**Required action**.
Below this line is a set of entries; quote exactly the lines from the line that contains "text-align:center; line-height:1.15; -webkit-text-stroke:3px" to the line that contains "font-size:10px; color:#181a1c; font-weight:700", both lines included.

**Task data**.

--- --- ---

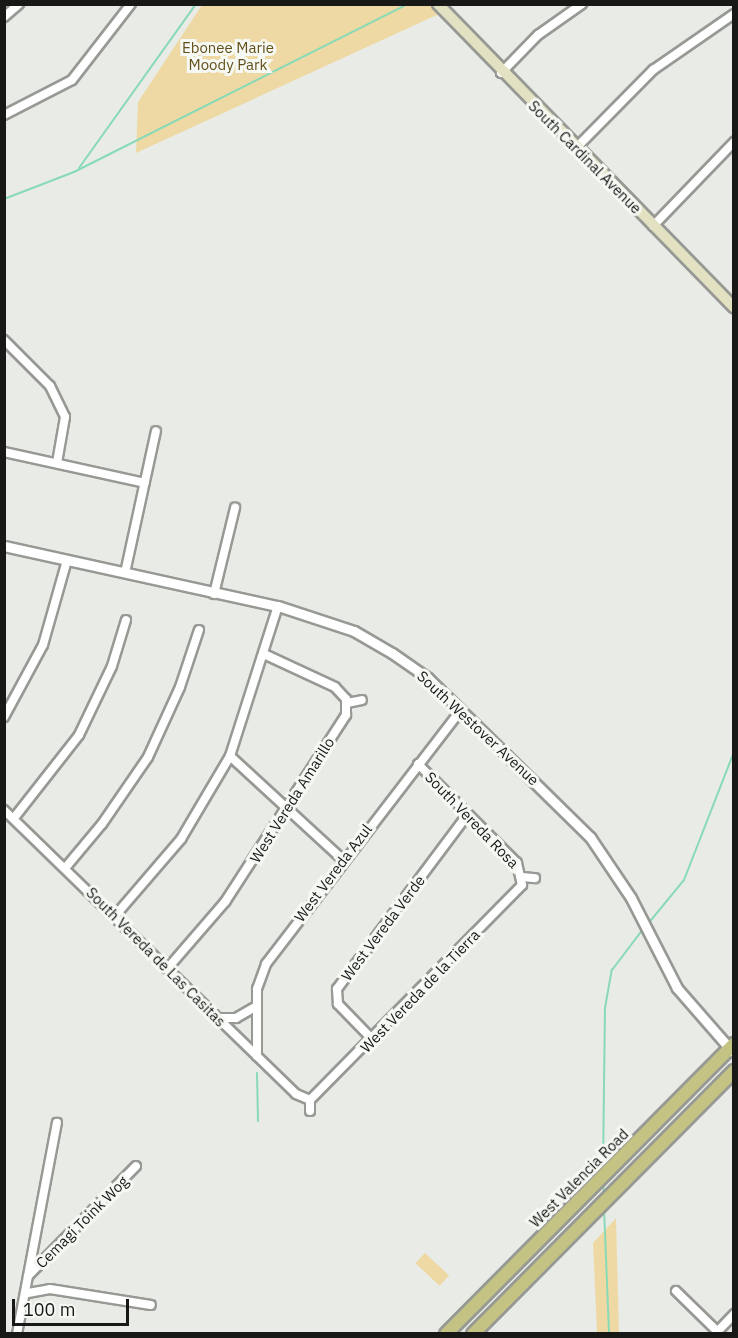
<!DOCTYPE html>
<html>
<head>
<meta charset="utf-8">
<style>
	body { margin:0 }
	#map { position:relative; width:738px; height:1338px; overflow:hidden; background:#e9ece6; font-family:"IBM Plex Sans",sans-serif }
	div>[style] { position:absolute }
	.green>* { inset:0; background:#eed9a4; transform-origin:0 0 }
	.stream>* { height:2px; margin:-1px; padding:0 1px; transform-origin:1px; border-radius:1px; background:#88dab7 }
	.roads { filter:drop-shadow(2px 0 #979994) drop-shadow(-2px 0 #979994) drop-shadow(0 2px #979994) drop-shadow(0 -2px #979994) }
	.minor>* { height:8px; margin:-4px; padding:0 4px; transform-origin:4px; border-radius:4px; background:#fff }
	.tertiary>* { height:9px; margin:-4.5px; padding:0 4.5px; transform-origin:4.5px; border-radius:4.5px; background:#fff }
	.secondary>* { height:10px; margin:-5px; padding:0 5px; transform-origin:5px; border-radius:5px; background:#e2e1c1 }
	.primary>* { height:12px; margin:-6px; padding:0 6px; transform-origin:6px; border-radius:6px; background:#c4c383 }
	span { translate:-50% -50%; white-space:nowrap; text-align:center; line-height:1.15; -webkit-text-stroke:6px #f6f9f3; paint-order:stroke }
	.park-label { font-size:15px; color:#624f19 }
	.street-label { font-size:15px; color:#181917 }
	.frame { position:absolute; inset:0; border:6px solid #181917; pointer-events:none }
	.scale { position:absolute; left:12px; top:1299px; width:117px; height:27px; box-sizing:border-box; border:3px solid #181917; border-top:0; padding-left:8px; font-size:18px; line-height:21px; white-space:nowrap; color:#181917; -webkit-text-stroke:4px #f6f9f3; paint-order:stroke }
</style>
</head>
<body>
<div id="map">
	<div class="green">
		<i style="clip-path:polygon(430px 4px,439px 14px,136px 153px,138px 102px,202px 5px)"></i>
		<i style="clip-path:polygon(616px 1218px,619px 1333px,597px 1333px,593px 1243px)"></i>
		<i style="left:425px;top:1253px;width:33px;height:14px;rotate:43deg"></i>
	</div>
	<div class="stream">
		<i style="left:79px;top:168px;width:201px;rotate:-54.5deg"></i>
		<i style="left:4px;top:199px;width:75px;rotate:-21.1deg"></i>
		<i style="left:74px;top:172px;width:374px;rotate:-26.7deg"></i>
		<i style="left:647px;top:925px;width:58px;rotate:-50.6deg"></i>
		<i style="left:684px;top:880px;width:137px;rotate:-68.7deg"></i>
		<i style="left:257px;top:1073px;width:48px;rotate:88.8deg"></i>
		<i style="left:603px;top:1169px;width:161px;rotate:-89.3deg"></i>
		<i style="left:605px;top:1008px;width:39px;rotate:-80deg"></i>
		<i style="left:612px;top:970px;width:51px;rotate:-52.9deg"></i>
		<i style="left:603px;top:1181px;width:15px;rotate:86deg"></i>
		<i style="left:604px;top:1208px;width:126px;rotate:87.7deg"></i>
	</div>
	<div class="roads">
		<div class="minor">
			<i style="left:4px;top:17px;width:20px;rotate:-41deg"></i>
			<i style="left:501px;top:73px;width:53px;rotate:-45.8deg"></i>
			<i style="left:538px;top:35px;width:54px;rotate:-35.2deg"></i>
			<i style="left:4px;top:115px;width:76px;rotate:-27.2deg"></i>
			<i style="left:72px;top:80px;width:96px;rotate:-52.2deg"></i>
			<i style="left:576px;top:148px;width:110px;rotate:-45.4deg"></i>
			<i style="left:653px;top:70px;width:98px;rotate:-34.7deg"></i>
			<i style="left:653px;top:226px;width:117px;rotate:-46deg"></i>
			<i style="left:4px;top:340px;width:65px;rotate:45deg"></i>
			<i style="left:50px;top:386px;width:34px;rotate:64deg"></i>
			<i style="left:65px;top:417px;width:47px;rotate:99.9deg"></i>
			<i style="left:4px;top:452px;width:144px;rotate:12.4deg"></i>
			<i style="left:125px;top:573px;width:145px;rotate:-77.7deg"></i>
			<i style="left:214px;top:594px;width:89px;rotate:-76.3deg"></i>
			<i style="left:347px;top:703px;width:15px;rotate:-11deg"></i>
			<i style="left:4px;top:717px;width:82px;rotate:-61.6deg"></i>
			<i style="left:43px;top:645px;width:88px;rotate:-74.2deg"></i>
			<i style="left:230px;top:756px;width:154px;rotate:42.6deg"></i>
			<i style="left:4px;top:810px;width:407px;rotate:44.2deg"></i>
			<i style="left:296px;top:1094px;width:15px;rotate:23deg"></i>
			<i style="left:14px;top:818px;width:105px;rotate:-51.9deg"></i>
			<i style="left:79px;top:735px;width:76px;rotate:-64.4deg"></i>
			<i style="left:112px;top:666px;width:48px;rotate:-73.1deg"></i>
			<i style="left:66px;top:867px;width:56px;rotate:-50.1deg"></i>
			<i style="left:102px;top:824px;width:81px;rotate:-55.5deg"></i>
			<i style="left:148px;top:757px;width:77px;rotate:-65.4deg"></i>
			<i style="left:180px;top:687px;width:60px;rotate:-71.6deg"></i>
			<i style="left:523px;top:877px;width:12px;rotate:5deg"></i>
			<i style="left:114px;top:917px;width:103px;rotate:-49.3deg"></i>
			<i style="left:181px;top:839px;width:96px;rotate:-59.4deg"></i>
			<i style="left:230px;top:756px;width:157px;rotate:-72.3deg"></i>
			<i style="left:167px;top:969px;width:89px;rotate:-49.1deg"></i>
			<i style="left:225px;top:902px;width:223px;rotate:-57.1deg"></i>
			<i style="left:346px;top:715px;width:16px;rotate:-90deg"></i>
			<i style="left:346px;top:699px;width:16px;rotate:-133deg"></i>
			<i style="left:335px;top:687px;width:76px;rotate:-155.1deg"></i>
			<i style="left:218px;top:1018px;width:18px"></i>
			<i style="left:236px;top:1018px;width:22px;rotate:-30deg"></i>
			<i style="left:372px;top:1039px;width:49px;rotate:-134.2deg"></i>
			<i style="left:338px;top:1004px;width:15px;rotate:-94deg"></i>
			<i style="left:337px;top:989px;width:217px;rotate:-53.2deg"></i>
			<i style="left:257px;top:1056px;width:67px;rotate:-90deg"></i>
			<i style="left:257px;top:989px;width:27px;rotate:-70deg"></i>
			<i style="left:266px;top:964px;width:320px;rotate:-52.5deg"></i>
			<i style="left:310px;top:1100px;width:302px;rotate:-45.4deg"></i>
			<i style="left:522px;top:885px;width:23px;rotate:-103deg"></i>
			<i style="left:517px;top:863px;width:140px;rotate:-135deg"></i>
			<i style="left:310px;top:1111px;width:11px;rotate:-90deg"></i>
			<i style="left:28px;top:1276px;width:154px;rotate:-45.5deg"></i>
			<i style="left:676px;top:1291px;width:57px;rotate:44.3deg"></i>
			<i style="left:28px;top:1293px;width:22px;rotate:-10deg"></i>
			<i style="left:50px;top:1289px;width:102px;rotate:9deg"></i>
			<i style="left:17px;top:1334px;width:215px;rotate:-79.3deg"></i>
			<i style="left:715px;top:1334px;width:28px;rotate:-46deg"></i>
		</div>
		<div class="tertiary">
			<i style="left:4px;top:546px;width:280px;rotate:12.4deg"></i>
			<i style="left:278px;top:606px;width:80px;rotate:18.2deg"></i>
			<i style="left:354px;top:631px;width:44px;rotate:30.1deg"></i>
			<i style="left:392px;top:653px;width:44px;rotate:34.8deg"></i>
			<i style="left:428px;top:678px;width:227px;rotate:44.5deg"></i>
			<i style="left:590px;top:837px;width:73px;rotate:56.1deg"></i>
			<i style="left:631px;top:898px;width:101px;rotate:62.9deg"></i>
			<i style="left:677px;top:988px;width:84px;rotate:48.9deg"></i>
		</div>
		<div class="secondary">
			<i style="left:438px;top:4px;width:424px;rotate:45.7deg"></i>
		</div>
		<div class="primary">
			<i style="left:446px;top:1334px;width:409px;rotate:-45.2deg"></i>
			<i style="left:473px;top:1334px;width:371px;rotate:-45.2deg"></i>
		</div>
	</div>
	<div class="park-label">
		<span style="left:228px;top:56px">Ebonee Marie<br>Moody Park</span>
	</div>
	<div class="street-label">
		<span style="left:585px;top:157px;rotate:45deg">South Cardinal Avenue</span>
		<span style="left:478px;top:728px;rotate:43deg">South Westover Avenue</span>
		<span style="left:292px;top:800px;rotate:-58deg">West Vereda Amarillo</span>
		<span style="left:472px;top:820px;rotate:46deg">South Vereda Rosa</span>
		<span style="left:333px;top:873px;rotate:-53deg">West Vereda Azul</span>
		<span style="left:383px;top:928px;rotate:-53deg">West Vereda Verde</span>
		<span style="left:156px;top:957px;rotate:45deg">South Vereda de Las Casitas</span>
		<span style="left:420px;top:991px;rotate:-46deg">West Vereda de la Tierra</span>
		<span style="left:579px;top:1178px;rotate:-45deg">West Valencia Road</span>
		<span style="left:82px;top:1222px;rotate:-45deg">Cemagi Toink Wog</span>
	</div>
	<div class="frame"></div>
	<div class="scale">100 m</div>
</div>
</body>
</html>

--- --- ---

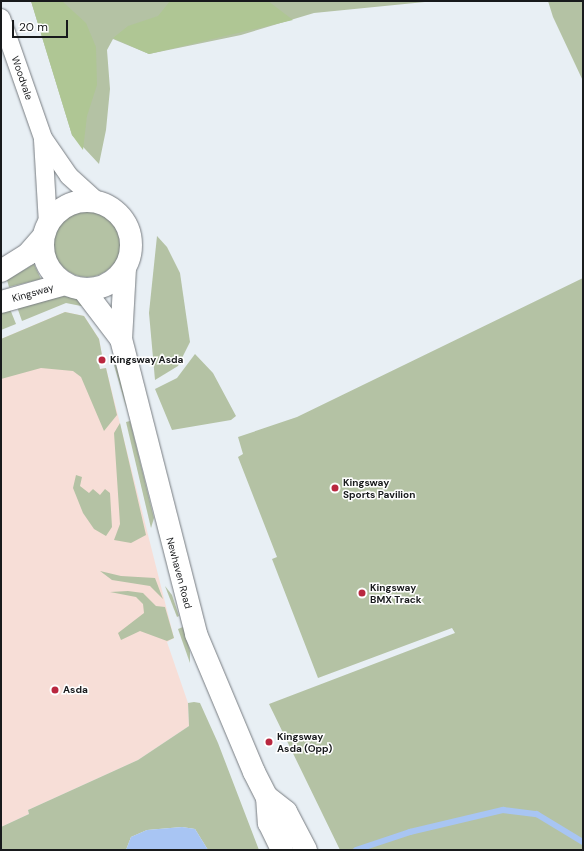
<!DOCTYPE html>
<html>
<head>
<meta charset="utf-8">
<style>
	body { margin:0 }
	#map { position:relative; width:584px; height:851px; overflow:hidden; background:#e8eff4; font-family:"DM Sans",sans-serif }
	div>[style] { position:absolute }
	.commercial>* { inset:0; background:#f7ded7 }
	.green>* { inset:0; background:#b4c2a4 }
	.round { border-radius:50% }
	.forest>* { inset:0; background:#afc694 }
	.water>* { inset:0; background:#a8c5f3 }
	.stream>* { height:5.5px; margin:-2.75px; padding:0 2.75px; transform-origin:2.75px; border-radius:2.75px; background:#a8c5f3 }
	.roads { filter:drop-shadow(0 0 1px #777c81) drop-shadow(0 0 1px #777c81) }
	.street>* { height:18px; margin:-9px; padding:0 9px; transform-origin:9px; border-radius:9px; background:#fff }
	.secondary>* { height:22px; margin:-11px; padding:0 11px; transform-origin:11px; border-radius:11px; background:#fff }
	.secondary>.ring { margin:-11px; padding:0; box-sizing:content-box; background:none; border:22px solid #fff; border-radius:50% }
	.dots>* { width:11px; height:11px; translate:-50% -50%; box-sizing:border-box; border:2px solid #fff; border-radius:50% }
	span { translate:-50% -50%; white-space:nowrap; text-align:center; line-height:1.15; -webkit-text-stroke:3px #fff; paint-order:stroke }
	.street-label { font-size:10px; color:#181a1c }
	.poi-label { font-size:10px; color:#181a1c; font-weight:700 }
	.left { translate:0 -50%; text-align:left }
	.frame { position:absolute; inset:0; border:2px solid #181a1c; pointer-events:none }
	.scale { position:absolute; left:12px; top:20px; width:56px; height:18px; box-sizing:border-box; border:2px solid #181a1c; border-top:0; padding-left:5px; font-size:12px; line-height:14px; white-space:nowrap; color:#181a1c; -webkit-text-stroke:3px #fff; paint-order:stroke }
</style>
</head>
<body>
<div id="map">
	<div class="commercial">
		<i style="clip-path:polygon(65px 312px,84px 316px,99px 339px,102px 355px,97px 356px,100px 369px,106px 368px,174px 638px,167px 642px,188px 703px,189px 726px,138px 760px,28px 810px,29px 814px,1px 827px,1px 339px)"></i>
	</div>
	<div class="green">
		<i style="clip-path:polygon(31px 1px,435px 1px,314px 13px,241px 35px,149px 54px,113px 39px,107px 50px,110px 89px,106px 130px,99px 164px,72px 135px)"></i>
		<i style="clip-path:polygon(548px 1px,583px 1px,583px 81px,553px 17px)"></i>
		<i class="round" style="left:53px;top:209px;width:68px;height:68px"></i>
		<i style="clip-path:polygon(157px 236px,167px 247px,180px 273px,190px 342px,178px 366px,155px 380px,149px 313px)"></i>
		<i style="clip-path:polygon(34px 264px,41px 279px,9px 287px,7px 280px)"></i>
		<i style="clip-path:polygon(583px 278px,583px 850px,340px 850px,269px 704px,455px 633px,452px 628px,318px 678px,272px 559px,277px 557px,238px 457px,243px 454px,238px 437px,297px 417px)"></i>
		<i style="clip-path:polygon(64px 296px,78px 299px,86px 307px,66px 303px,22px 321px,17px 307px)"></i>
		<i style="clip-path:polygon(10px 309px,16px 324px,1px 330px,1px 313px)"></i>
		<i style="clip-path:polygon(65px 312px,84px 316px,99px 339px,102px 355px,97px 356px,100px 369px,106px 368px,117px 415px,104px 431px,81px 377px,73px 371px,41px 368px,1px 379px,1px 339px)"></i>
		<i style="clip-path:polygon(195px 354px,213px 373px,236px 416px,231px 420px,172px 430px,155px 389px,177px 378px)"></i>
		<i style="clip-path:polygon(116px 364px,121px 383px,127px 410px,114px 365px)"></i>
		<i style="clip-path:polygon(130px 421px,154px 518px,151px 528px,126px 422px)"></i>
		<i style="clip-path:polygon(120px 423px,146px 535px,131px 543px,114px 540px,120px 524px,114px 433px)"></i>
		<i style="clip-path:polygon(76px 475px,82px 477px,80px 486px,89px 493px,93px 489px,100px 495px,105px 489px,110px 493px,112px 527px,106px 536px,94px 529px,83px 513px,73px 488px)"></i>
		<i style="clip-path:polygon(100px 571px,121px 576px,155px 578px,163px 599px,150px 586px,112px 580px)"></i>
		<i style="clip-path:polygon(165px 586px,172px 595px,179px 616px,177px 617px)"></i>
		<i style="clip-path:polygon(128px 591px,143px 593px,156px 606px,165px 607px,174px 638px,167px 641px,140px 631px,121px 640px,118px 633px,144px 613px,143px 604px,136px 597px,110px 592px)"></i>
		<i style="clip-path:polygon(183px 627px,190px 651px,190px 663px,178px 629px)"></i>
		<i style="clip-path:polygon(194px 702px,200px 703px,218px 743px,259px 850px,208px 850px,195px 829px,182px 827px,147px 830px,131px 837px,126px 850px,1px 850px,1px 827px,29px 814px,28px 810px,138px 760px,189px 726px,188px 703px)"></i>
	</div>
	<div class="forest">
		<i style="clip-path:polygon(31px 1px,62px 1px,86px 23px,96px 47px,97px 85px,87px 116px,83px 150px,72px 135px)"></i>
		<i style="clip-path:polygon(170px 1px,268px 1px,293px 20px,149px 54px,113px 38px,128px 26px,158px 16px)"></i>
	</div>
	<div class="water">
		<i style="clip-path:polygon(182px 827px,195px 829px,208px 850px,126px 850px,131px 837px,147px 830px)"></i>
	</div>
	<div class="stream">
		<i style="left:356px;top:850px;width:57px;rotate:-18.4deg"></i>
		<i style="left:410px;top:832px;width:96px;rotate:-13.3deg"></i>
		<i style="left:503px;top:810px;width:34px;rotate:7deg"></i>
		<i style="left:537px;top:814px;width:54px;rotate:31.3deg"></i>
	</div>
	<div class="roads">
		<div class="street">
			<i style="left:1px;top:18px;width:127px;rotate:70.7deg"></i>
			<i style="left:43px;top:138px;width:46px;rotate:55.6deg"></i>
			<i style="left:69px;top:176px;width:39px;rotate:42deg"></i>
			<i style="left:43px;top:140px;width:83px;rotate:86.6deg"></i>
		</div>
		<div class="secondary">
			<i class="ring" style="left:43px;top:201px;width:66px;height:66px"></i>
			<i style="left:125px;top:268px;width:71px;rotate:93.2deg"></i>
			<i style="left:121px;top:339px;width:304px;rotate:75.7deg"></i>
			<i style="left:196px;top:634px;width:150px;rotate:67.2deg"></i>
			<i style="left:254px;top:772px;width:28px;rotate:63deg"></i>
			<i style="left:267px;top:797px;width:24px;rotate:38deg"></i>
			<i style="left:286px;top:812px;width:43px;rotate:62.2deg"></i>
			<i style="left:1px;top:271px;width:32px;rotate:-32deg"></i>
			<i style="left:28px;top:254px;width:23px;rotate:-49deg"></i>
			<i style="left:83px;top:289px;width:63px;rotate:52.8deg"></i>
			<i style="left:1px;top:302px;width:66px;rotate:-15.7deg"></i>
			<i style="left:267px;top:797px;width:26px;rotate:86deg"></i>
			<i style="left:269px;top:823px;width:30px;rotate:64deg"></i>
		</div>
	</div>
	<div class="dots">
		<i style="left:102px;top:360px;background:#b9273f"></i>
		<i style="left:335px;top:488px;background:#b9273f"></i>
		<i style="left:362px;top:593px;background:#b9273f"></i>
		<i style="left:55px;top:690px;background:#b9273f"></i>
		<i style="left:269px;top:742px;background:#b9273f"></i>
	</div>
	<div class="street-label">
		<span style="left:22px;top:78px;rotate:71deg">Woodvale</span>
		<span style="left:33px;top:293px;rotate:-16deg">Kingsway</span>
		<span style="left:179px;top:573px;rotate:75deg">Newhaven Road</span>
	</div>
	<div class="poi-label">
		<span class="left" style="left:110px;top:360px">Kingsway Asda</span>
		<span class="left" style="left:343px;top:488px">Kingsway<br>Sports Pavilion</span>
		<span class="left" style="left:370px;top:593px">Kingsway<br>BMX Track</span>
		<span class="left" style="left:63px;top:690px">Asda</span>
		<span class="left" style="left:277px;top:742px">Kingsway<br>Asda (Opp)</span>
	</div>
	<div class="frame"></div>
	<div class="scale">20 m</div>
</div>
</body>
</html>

--- --- ---

**Response box**.
	span { translate:-50% -50%; white-space:nowrap; text-align:center; line-height:1.15; -webkit-text-stroke:3px #fff; paint-order:stroke }
	.street-label { font-size:10px; color:#181a1c }
	.poi-label { font-size:10px; color:#181a1c; font-weight:700 }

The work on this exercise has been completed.